### Your task:
Please copy, word for word, the line that contains "rooms · 95 m²</p><p>Apartment</p></div></li>" and every line after it through the end of the records, and nothing more.

___

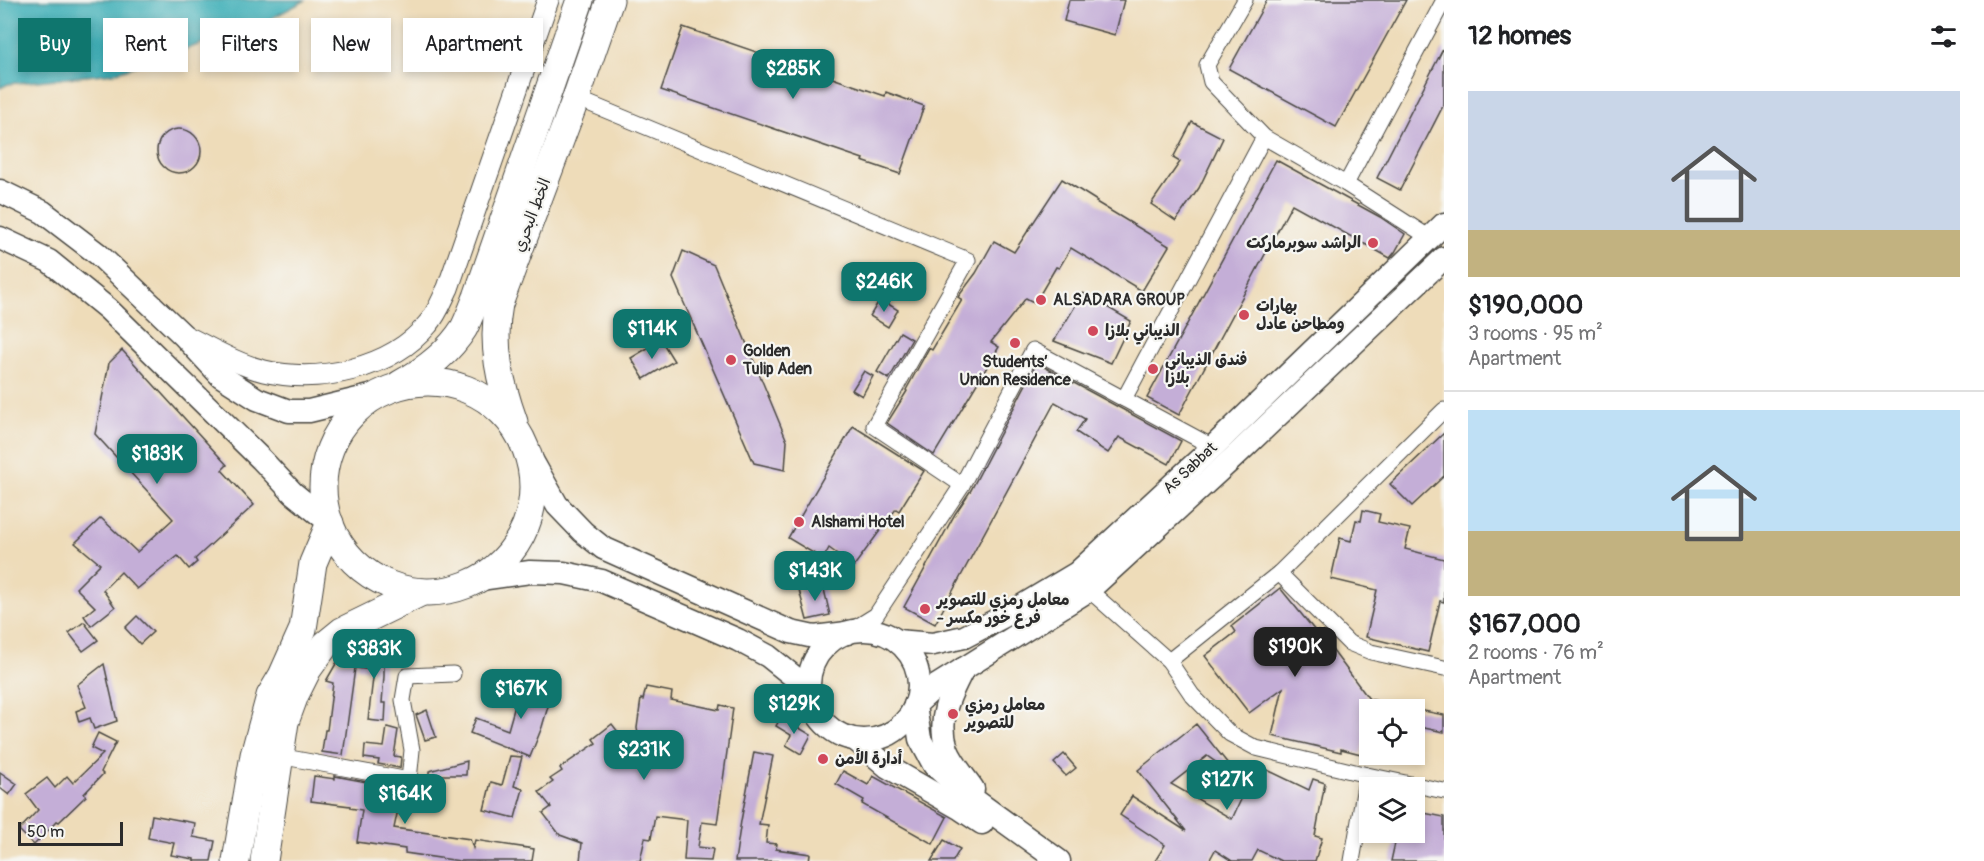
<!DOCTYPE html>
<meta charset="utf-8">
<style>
:root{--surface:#fff;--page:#f6f6f6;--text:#202124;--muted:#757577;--line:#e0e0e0;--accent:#0f766e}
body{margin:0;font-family:Pangolin,"Playpen Sans Arabic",sans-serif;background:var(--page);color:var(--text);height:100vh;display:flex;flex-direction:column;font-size:22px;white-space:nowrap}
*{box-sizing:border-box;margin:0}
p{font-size:20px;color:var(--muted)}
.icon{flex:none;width:33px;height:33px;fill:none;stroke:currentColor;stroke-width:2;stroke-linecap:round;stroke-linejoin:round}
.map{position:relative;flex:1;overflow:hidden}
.details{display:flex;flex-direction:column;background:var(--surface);width:540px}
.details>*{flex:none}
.hud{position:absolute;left:18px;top:18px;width:570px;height:54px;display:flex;gap:12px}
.fabs{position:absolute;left:1359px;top:699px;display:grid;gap:12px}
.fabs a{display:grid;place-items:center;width:66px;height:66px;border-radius:0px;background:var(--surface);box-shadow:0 3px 9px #0003;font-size:30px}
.scale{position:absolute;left:18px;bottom:15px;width:105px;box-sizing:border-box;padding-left:6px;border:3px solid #2b2b2b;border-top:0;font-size:16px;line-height:21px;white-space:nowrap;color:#2b2b2b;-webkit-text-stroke:4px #f6f6f2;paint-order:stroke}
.price{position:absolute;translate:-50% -51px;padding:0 14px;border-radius:12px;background:var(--accent);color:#fff;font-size:20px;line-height:39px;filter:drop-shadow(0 2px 3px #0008)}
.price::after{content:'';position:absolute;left:50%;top:36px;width:18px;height:14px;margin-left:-9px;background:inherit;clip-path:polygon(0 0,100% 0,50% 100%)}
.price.active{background:#222;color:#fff}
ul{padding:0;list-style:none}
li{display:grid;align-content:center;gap:12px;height:318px;padding:0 24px}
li+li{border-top:2px solid var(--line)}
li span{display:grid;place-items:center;height:186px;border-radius:0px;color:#555}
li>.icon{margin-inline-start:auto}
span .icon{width:108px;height:108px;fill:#fffc;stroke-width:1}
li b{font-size:26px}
h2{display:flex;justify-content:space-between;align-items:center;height:72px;padding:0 24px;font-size:26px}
.tag{padding:0 21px;border-radius:0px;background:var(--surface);box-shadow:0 3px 9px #0003;font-size:21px;line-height:54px}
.tag.active{background:var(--accent);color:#fff}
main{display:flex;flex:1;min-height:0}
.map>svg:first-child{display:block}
.water{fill:#3eafb7;stroke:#346d71;stroke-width:1.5}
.building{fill:#c4aed7}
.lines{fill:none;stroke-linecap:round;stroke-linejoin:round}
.street-casing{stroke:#484640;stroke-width:17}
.secondary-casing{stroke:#484640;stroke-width:23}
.primary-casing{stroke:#484640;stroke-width:25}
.highway-casing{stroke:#484640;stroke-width:29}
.street{stroke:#fff;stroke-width:15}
.secondary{stroke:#fff;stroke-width:21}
.primary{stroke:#fff;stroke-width:22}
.highway{stroke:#fff;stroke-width:27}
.poi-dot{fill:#d1495b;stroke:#f6f6f2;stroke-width:2}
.labels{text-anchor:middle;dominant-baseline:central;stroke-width:4.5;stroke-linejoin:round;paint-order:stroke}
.street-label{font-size:16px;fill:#2b2b2b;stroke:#f6f6f2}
.poi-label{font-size:16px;font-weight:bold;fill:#2b2b2b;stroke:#f6f6f2;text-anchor:start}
</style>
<main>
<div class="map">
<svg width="1444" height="861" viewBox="0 0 1444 861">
<rect width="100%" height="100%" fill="#f6f6f2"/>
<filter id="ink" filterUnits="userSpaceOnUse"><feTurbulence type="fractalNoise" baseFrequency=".0167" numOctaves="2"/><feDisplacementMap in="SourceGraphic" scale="12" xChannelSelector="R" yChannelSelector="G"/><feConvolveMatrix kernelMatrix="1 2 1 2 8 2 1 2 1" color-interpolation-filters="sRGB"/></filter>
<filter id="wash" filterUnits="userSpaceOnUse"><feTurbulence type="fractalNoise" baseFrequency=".008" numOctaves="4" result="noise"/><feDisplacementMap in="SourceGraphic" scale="24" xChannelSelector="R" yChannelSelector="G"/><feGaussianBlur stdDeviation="1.35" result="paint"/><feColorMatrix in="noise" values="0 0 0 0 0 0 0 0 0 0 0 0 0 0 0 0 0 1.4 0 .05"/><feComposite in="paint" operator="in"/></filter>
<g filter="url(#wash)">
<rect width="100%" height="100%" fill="#eedcb9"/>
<!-- water -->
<polygon class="water" points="0,0 306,0 261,24 114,73 8,84 0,88"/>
<g id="blocks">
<!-- building -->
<g class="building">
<polygon points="1069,0 1124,0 1115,35 1064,21"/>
<polygon points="1267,0 1406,0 1336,127 1229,69"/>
<polygon points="683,27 885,96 886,92 924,106 900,174 862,161 863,159 661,90"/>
<polygon points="1444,47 1444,104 1400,190 1377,178"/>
<polygon points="1192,122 1223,138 1199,188 1176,221 1151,204 1180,162 1173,158"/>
<circle cx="179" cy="151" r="22"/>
<polygon points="1276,160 1380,217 1405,234 1395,252 1390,258 1292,204 1179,415 1147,398"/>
<polygon points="1062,179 1097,201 1096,202 1169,246 1142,291 1071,248 1059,268 1056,267 1035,303 1026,298 991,342 999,347 934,455 887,423 907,391 906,390 929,348 932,350 962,300 958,297 976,273 994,241 1014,252"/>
<polygon points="683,251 714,265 787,441 785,470 754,463 673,278"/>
<polygon points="1083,293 1131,321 1111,363 1054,341"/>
<polygon points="880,299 898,310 888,327 870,316"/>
<polygon points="900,332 912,339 889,379 877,372"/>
<polygon points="661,340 674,361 644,379 631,358"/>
<polygon points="122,350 227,465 222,470 254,505 195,559 197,562 189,569 178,556 137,589 121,572 103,590 115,607 91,626 84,616 95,607 76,588 100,564 75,543 101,518 137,552 173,519 95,434 109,363"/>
<polygon points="1037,363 1181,441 1169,464 1119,437 1108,453 1076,432 1085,419 1055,402 935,624 904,607 955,514 971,490"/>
<polygon points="864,371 873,376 862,396 852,390"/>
<polygon points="853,426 924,471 899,511 896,509 854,566 829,548 823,559 788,538"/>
<polygon points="1444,433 1444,476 1412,506 1390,484"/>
<polygon points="1363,510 1380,514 1378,522 1410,529 1405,549 1444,559 1444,602 1440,601 1428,652 1366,637 1377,590 1331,579 1340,538 1351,541 1356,520 1361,521"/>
<polygon points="823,585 830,615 807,620 799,590"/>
<polygon points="1280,588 1316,632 1318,631 1369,699 1397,705 1396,710 1370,710 1370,724 1368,724 1361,754 1341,749 1341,752 1272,736 1283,688 1249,713 1205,656 1236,632 1232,626"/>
<polygon points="137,616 153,632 140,644 125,628"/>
<polygon points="84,622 98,640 83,651 69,633"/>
<polygon points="358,648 384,649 384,676 382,703 386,703 385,722 368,720 374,670 357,668"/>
<polygon points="356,661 343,755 322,752 325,730 327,730 333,683 326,681 337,662"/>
<polygon points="104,664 117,721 94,729 90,718 79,722 76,711 86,707 77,685"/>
<polygon points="525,677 554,686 542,727 530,757 470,733 476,718 508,730 516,702 517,703"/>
<polygon points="646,687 672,692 671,700 719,710 720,705 733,708 717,824 702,822 698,847 713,849 711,861 684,860 687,820 655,816 651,839 645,838 640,861 580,861 582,843 560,835 543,813 551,807 539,792 553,782 550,779 562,771 560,768 596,743 593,739 612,724 643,764 637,728 641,699 643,700"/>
<polygon points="1414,709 1444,715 1444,732 1414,726"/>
<polygon points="427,710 436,737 425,740 416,715"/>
<polygon points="781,717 811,735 801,754 786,745 791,735 776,726"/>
<polygon points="1196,724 1233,770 1231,773 1207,756 1171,784 1232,819 1257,765 1309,790 1313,779 1325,783 1315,836 1322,838 1315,861 1281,861 1258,850 1252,861 1232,861 1215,850 1209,861 1155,861 1165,845 1120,815 1132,796 1186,831 1138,770"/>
<polygon points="387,727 398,730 394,756 401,757 400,768 378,764 379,760 364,758 365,745 384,747"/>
<polygon points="98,733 116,742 101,772 103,774 84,794 86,796 59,822 57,821 34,845 19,830 38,810 26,794 47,778 55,788 67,776 73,783 103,754 91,748"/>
<polygon points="754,752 773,756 759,824 768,825 766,843 777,844 776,849 810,854 809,861 735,861 741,821"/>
<polygon points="1064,754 1076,768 1066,776 1054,763"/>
<polygon points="510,756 522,757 514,786 523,789 515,818 484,810 491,782 502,785"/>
<polygon points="467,761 466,775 429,775 429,771"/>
<polygon points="843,771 868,785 873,776 947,817 933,844 862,804 864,800 836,784"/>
<polygon points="0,772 17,784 9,795 0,788"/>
<polygon points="314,776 335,779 335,776 398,788 394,806 397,814 394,828 470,839 473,848 475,840 534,849 532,861 460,861 405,853 405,849 357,842 362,810 350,808 350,806 311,801"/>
<polygon points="1414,811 1444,817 1444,861 1391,861 1395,843 1389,842 1391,832 1414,832"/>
<polygon points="152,815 195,823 193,837 215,841 211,861 194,861 194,859 171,855 174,843 148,838"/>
<polygon points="944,840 960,849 953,861 931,861"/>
</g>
</g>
</g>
<g filter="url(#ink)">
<use href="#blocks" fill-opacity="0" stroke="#484640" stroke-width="1.5"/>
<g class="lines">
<defs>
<g id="street">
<polyline points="1245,0 1207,65 1211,82 1264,137 1346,184 1430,238"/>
<polyline points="576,98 968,260 874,426 962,485"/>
<polyline points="1346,184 1444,0"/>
<polyline points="1124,399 1264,137"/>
<polyline points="1279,573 1349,643 1371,652 1444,668"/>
<polyline points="1089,590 1169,661 1192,695 1230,734 1256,748 1367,775 1444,791"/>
<polyline points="847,633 876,615 962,485 1033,350 1213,447"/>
<polyline points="1169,661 1279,573 1444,410"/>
<polyline points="279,756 409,780"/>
<polyline points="404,808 409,780 412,750 403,700 407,676 453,674"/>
<polyline points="1352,861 1367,775"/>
</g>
<path id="secondary" d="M185,336C210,348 236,364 264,371C319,384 391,369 428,324C437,314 442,300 448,288L548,0"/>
<g id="primary">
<polyline points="0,191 43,212 98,254 184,336 221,376 257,399 289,411 309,411 379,394"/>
<polyline points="0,238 49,261 108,309 261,459 293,493 330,523"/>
<polyline points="525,448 557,505 583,532 603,548 791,632 814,637 847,633"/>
<polyline points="480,579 530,572 564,573 602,581 738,640 768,656 793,676 809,695"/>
<circle cx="864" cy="685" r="55"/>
<polyline points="897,641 933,644 964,637 1010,613 1077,573 1213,447 1444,224"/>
<path d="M963,669C949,696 937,718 947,749C952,763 965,777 973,789"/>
<polyline points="856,740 888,767 961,809 982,823"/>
<polyline points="1059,861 969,796 934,765 920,739 915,705 936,686 1089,590 1233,458 1444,258"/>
</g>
<g id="highway">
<circle cx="428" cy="487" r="105"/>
<path d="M400,384C424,371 449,352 464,328C469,318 473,307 477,297L580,0"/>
<path d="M514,422C500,383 491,345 499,304L576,98L610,0"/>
<polyline points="236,861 254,755 270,696 282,676 303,629 313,563 330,523"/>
<polyline points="264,861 285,722 295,695 308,669 326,644 342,631 422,592"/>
</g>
</defs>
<!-- street casing -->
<use href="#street" class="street-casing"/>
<!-- secondary casing -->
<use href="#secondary" class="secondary-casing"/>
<!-- primary casing -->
<use href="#primary" class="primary-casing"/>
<!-- highway casing -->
<use href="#highway" class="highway-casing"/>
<!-- street -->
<use href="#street" class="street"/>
<!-- secondary -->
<use href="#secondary" class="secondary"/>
<!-- primary -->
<use href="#primary" class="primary"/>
<!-- highway -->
<use href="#highway" class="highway"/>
</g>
</g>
<!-- markers -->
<g class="poi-dot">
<circle cx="1373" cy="243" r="6"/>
<circle cx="1041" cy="300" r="6"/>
<circle cx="1244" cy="315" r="6"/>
<circle cx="1093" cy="331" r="6"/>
<circle cx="1015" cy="343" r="6"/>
<circle cx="731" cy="360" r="6"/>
<circle cx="1153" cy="369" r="6"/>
<circle cx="799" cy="522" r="6"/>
<circle cx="925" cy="609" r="6"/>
<circle cx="953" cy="714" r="6"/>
<circle cx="823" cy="759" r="6"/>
</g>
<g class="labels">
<!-- street labels -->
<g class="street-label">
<text transform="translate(532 215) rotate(-69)">الخط البحري</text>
<text transform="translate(1190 468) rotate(-43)">As Sabbat</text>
</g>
<!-- poi labels -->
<g class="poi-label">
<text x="1361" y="243" text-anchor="end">الراشد سوبرماركت</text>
<text x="1053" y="300">ALSADARA GROUP</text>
<text x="1256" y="306">بهارات<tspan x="1256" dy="18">ومطاحن عادل</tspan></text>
<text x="1105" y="331">الذيباني بلازا</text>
<text x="743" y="351">Golden<tspan x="743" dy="18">Tulip Aden</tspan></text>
<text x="1165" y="360">فندق الذيباني<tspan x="1165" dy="18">بلازا</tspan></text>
<text x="1015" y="362" text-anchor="middle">Students’<tspan x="1015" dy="18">Union Residence</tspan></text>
<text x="811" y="522">Alshami Hotel</text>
<text x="937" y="600">معامل رمزي للتصوير<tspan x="937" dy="18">- فرع خور مكسر</tspan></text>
<text x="965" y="705">معامل رمزي<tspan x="965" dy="18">للتصوير</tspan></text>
<text x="835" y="759">أدارة الأمن</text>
</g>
</g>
</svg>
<div class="fabs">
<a><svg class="icon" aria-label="locate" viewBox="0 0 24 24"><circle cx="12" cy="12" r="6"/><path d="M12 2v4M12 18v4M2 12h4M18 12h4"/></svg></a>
<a><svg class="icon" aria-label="layers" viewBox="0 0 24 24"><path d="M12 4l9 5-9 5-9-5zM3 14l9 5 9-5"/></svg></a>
</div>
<div class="scale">50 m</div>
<b class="price" style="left:793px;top:100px">$285K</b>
<b class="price" style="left:884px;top:313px">$246K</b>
<b class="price" style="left:652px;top:360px">$114K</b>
<b class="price" style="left:157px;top:485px">$183K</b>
<b class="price" style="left:815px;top:602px">$143K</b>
<b class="price active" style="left:1295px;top:678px">$190K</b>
<b class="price" style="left:374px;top:680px">$383K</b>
<b class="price" style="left:521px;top:720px">$167K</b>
<b class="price" style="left:794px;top:735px">$129K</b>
<b class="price" style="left:644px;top:781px">$231K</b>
<b class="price" style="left:1227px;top:811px">$127K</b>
<b class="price" style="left:405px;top:825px">$164K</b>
<div class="hud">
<a class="tag active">Buy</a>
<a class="tag">Rent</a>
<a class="tag">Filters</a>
<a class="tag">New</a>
<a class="tag">Apartment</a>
</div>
</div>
<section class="details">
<h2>12 homes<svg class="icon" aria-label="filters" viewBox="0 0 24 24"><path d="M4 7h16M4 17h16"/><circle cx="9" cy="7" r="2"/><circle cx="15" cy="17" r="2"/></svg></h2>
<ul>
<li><span style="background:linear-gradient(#c9d6e8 75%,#c2b280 0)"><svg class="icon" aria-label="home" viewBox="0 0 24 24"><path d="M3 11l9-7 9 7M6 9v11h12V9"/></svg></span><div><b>$190,000</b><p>3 rooms · 95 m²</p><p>Apartment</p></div></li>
<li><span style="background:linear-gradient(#bfe0f5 65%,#c2b280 0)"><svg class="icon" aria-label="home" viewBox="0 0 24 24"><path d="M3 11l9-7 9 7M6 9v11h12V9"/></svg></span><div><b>$167,000</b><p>2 rooms · 76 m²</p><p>Apartment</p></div></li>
</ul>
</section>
</main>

___

### Response to this task:
<li><span style="background:linear-gradient(#c9d6e8 75%,#c2b280 0)"><svg class="icon" aria-label="home" viewBox="0 0 24 24"><path d="M3 11l9-7 9 7M6 9v11h12V9"/></svg></span><div><b>$190,000</b><p>3 rooms · 95 m²</p><p>Apartment</p></div></li>
<li><span style="background:linear-gradient(#bfe0f5 65%,#c2b280 0)"><svg class="icon" aria-label="home" viewBox="0 0 24 24"><path d="M3 11l9-7 9 7M6 9v11h12V9"/></svg></span><div><b>$167,000</b><p>2 rooms · 76 m²</p><p>Apartment</p></div></li>
</ul>
</section>
</main>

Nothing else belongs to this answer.